• [EXERCISE INPUT]
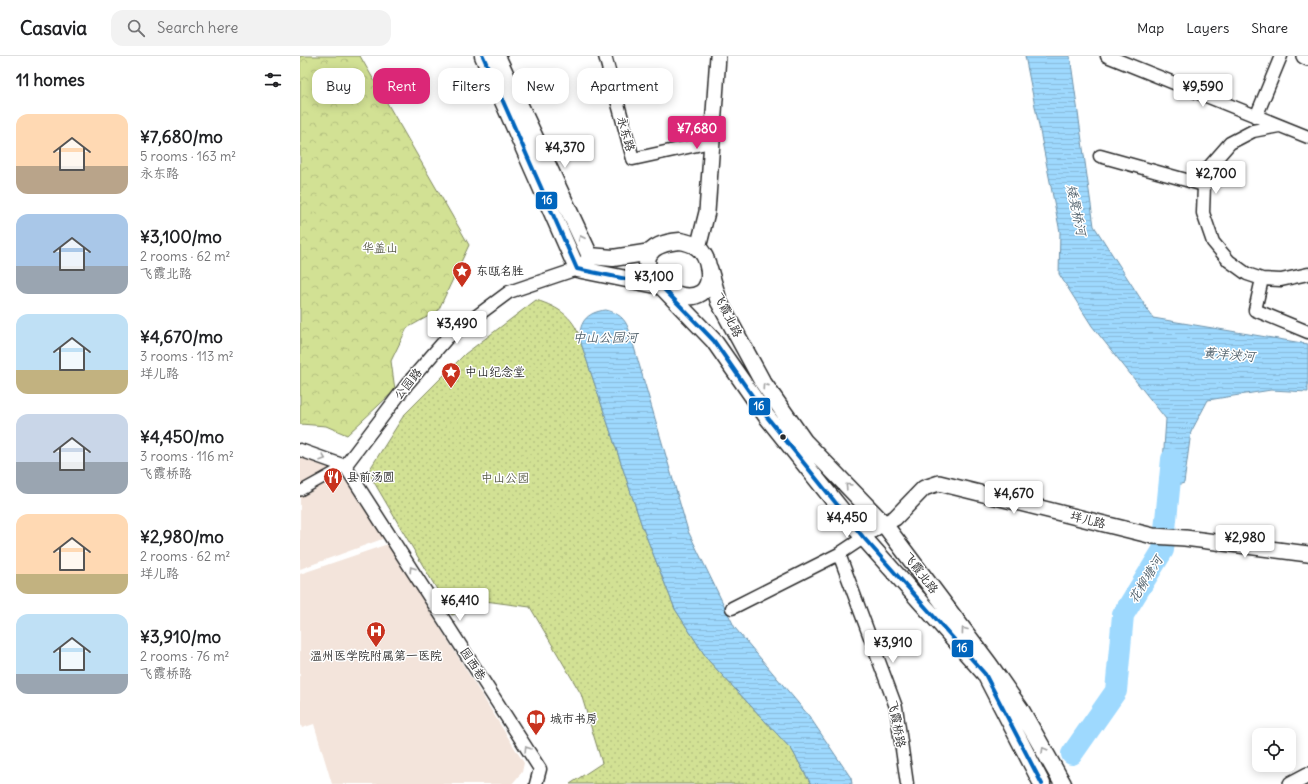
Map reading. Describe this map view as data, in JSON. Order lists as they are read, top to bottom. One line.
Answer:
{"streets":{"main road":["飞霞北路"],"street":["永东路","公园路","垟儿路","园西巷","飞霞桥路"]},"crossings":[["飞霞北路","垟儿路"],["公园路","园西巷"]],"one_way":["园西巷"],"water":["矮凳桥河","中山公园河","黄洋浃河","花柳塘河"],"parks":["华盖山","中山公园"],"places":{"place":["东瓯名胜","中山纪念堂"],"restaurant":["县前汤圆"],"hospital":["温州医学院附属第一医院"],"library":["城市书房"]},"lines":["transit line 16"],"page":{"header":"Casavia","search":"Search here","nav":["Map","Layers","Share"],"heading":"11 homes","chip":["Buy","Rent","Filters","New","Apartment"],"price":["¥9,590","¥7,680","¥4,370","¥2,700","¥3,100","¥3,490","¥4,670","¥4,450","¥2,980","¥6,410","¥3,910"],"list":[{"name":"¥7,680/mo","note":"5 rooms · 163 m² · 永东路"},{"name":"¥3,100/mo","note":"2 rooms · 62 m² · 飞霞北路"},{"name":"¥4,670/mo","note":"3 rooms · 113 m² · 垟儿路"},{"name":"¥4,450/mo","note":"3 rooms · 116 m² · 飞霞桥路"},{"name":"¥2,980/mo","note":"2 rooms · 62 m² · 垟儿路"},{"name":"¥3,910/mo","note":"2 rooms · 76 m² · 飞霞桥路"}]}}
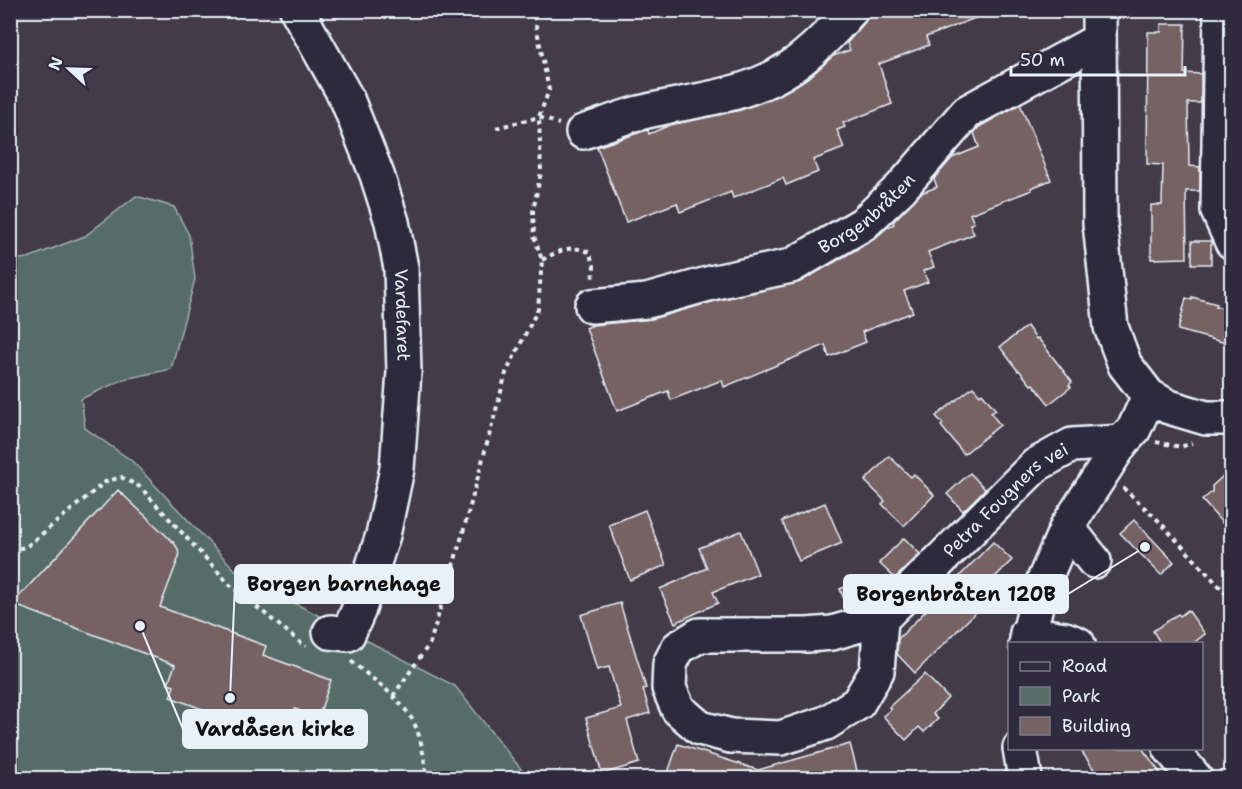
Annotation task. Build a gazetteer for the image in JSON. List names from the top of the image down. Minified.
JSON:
...
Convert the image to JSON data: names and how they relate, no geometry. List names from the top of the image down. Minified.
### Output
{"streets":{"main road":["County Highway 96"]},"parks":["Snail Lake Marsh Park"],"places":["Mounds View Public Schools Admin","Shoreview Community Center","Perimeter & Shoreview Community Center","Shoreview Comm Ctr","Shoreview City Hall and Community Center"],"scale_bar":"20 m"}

• [TASK DETAILS]
When the word "Minified" shows up in a line of the material, count that line; report only the final number.

• [ANSWER]
2